(Collected data)
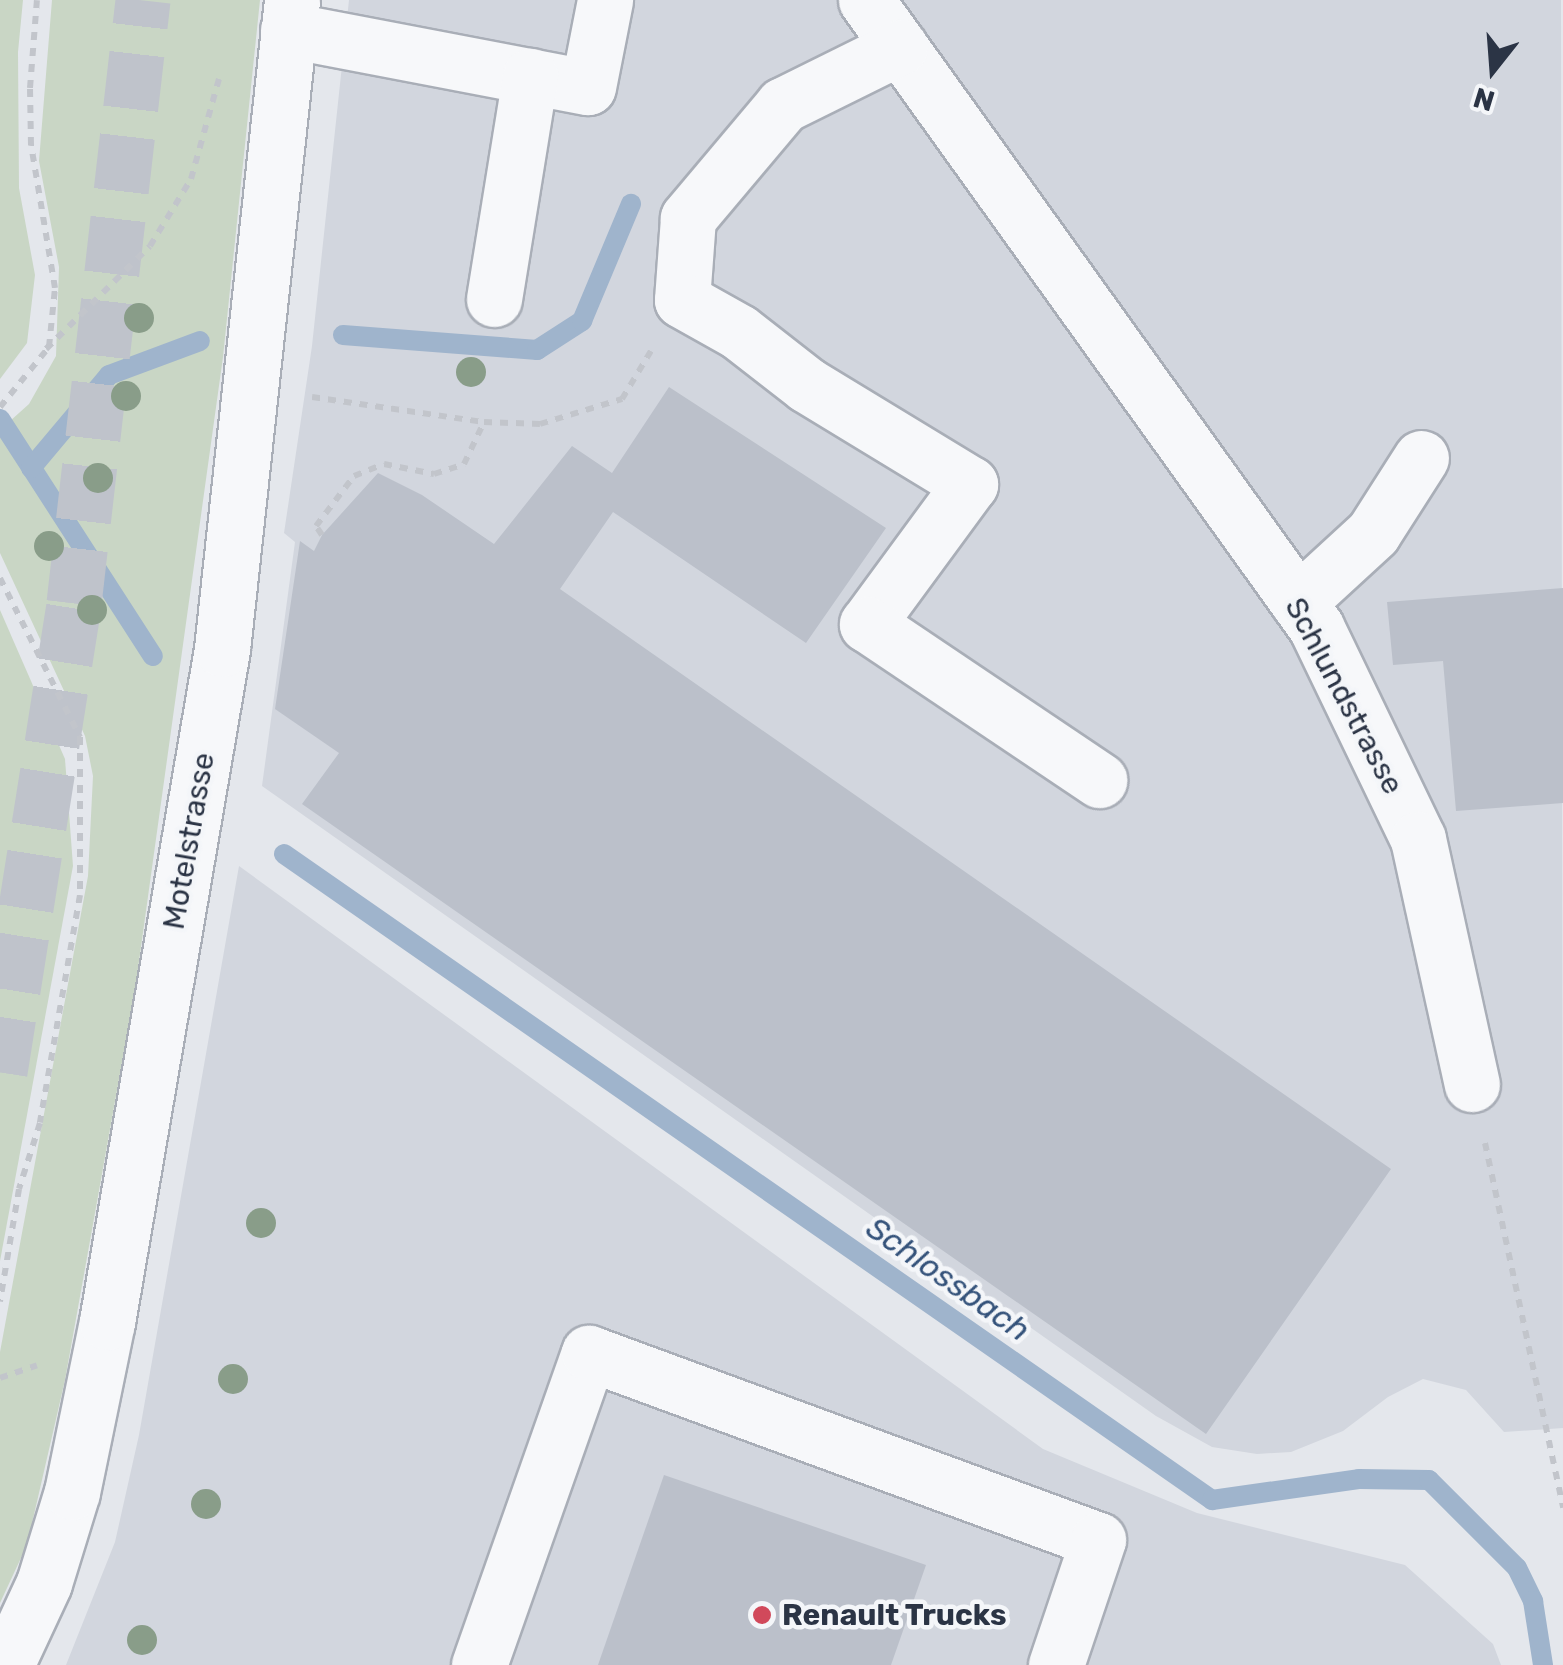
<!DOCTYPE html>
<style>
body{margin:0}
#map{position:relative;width:1563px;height:1665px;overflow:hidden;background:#e4e7ec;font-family:Rubik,sans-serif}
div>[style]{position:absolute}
.built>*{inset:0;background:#d2d6de}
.green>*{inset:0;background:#c9d6c5}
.stream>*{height:20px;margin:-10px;padding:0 10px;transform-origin:10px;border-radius:10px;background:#9fb4cc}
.building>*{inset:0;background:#bbc0ca}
.highway-tunnel>*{height:55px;margin-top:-27.5px;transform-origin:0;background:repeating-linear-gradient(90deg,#bfc3cb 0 55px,transparent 0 83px)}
.path>*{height:6px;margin-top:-3px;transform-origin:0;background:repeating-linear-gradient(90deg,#c2c5cb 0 8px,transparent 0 16px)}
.roads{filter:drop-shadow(2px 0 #a9aeb7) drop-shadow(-2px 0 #a9aeb7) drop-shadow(0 2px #a9aeb7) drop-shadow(0 -2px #a9aeb7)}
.minor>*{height:55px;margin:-27.5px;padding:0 27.5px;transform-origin:27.5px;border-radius:27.5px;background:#f7f8fa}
.trees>*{width:30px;height:30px;margin:-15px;border-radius:50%;background:#899d89}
.dots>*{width:28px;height:28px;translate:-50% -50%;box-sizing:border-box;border:5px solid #f4f6f9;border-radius:50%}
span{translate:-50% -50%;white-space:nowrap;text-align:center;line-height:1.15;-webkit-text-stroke:9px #f4f6f9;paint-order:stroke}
.street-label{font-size:30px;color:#2b3445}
.poi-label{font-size:30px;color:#2b3445;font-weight:700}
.left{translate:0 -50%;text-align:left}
.water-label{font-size:32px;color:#34527a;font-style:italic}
.north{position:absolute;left:1443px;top:20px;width:100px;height:100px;-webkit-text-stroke:8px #f4f6f9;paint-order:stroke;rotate:197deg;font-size:28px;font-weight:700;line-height:40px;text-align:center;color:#2b3445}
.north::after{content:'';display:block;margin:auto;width:35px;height:45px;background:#2b3445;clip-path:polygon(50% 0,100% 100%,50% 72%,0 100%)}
</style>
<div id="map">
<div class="built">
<i style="clip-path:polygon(349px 0,1561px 0,1563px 1428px,1504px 1432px,1466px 1390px,1423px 1379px,1388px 1397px,1343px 1431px,1291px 1452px,1257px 1454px,1212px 1447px,1156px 1416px,262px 786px,295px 542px,284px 533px,312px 346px)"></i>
<i style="clip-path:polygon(239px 866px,1043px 1449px,1197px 1513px,1405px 1565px,1493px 1644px,1501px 1665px,66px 1665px,115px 1542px,139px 1435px)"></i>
</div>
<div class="green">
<i style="clip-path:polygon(0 0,23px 0,18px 52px,19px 188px,35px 275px,27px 343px,0 379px)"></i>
<i style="clip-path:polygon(52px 0,260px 0,223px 357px,135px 990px,65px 1380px,27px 1545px,0 1603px,0 1352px,88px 876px,93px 776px,85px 736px,0 553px,0 430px,29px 404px,56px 356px,59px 267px,39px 161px)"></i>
<i style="clip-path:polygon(0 610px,65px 759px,73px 866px,0 1261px)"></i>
</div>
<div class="stream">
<i style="left:343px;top:335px;width:195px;rotate:4.4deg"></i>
<i style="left:537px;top:350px;width:54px;rotate:-32.8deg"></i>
<i style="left:582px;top:321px;width:127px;rotate:-67.3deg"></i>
<i style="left:0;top:419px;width:282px;rotate:57.2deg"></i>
<i style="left:31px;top:468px;width:121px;rotate:-50deg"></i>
<i style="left:109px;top:375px;width:97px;rotate:-20.5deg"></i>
<i style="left:284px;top:854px;width:1131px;rotate:34.84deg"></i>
<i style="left:1212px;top:1500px;width:148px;rotate:-8.1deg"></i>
<i style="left:1359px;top:1479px;width:70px;rotate:0.8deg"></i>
<i style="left:1429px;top:1480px;width:124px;rotate:45deg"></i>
<i style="left:1517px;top:1568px;width:37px;rotate:64deg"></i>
<i style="left:1533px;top:1601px;width:65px;rotate:81.1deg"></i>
</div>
<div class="building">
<i style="clip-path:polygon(669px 387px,886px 528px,806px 643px,613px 512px,560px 589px,1391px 1169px,1206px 1434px,302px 804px,339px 753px,275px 709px,300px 541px,314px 551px,322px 535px,378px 473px,422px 495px,494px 544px,572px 446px,612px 473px)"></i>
<i style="clip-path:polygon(1563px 588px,1563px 803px,1456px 811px,1443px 661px,1393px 665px,1387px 602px)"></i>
<i style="clip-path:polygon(664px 1475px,926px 1565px,891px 1665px,598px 1665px)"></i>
</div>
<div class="highway-tunnel">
<i style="left:0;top:1072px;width:475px;rotate:-81deg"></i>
<i style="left:74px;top:603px;width:607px;rotate:-83.47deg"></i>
</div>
<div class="path">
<i style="left:46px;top:349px;width:146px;rotate:-44.7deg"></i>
<i style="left:150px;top:246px;width:79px;rotate:-58.5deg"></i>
<i style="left:191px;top:179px;width:104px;rotate:-74.4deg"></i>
<i style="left:312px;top:397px;width:174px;rotate:8.3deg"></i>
<i style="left:484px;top:422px;width:56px;rotate:2deg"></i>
<i style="left:540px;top:424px;width:86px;rotate:-17deg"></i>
<i style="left:622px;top:399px;width:56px;rotate:-58.9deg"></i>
<i style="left:0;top:407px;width:77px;rotate:-50.8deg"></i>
<i style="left:49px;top:347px;width:59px;rotate:-84.2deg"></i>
<i style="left:55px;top:288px;width:145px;rotate:-99.5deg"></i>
<i style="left:31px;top:145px;width:57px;rotate:-91deg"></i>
<i style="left:30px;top:88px;width:88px;rotate:-85.5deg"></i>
<i style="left:322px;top:535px;width:11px;rotate:-124deg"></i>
<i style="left:316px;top:526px;width:63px;rotate:-52.8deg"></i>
<i style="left:354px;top:476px;width:32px;rotate:-22deg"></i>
<i style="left:384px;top:464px;width:51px;rotate:11.3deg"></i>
<i style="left:434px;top:474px;width:32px;rotate:-18deg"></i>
<i style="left:464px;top:464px;width:47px;rotate:-64.5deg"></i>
<i style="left:0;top:578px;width:178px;rotate:63.3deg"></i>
<i style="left:80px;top:737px;width:158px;rotate:90deg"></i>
<i style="left:80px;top:895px;width:231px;rotate:100deg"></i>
<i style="left:40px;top:1123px;width:69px;rotate:107.7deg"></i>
<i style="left:19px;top:1189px;width:114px;rotate:99.6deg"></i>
<i style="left:1485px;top:1143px;width:373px;rotate:77.9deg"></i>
<i style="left:0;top:1378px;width:39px;rotate:-19deg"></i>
</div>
<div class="roads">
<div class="minor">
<i style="left:866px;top:0;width:772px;rotate:54.33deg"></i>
<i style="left:1316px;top:627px;width:235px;rotate:64.3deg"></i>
<i style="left:1418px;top:839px;width:251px;rotate:77.6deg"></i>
<i style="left:288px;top:30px;width:305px;rotate:10.8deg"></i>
<i style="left:588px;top:87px;width:89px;rotate:-78.9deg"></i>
<i style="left:900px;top:47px;width:131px;rotate:153.6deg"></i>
<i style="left:783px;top:105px;width:148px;rotate:130.1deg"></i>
<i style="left:688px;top:218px;width:82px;rotate:94.2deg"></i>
<i style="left:682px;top:300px;width:65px;rotate:29.3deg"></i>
<i style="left:739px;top:332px;width:86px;rotate:37.9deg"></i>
<i style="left:807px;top:385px;width:191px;rotate:31.3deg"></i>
<i style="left:970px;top:484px;width:174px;rotate:126.3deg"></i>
<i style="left:867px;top:624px;width:280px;rotate:33.9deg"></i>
<i style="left:494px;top:299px;width:226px;rotate:-80.8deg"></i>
<i style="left:1298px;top:602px;width:102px;rotate:-42.6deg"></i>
<i style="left:1373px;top:533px;width:89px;rotate:-57.4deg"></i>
<i style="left:6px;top:1665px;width:90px;rotate:-65.1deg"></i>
<i style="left:44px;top:1583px;width:95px;rotate:-72.9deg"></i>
<i style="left:72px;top:1492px;width:174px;rotate:-78.4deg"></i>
<i style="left:107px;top:1322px;width:683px;rotate:-80.3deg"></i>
<i style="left:222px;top:649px;width:653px;rotate:-83.84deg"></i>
<i style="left:479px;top:1665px;width:331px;rotate:-70.6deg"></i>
<i style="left:589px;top:1353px;width:542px;rotate:20.17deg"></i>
<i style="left:1098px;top:1540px;width:132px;rotate:108.6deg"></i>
</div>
</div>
<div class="trees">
<i style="left:139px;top:318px"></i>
<i style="left:471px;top:372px"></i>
<i style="left:126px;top:396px"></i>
<i style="left:98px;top:478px"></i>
<i style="left:49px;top:546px"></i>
<i style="left:92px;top:610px"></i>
<i style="left:261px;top:1223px"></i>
<i style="left:233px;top:1379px"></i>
<i style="left:206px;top:1504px"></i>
<i style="left:142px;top:1640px"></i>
</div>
<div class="dots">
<i style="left:762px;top:1615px;background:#d1495b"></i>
</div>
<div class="street-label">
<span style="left:1344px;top:696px;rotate:62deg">Schlundstrasse</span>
<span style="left:189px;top:841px;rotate:-80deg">Motelstrasse</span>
</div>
<div class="poi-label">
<span class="left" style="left:782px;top:1615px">Renault Trucks</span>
</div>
<div class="water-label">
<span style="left:948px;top:1279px;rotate:35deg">Schlossbach</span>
</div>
<div class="north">N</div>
</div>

Exercise: Lines of the data above that include the string "stream" must each be copied.

Result for this exercise:
.stream>*{height:20px;margin:-10px;padding:0 10px;transform-origin:10px;border-radius:10px;background:#9fb4cc}
<div class="stream">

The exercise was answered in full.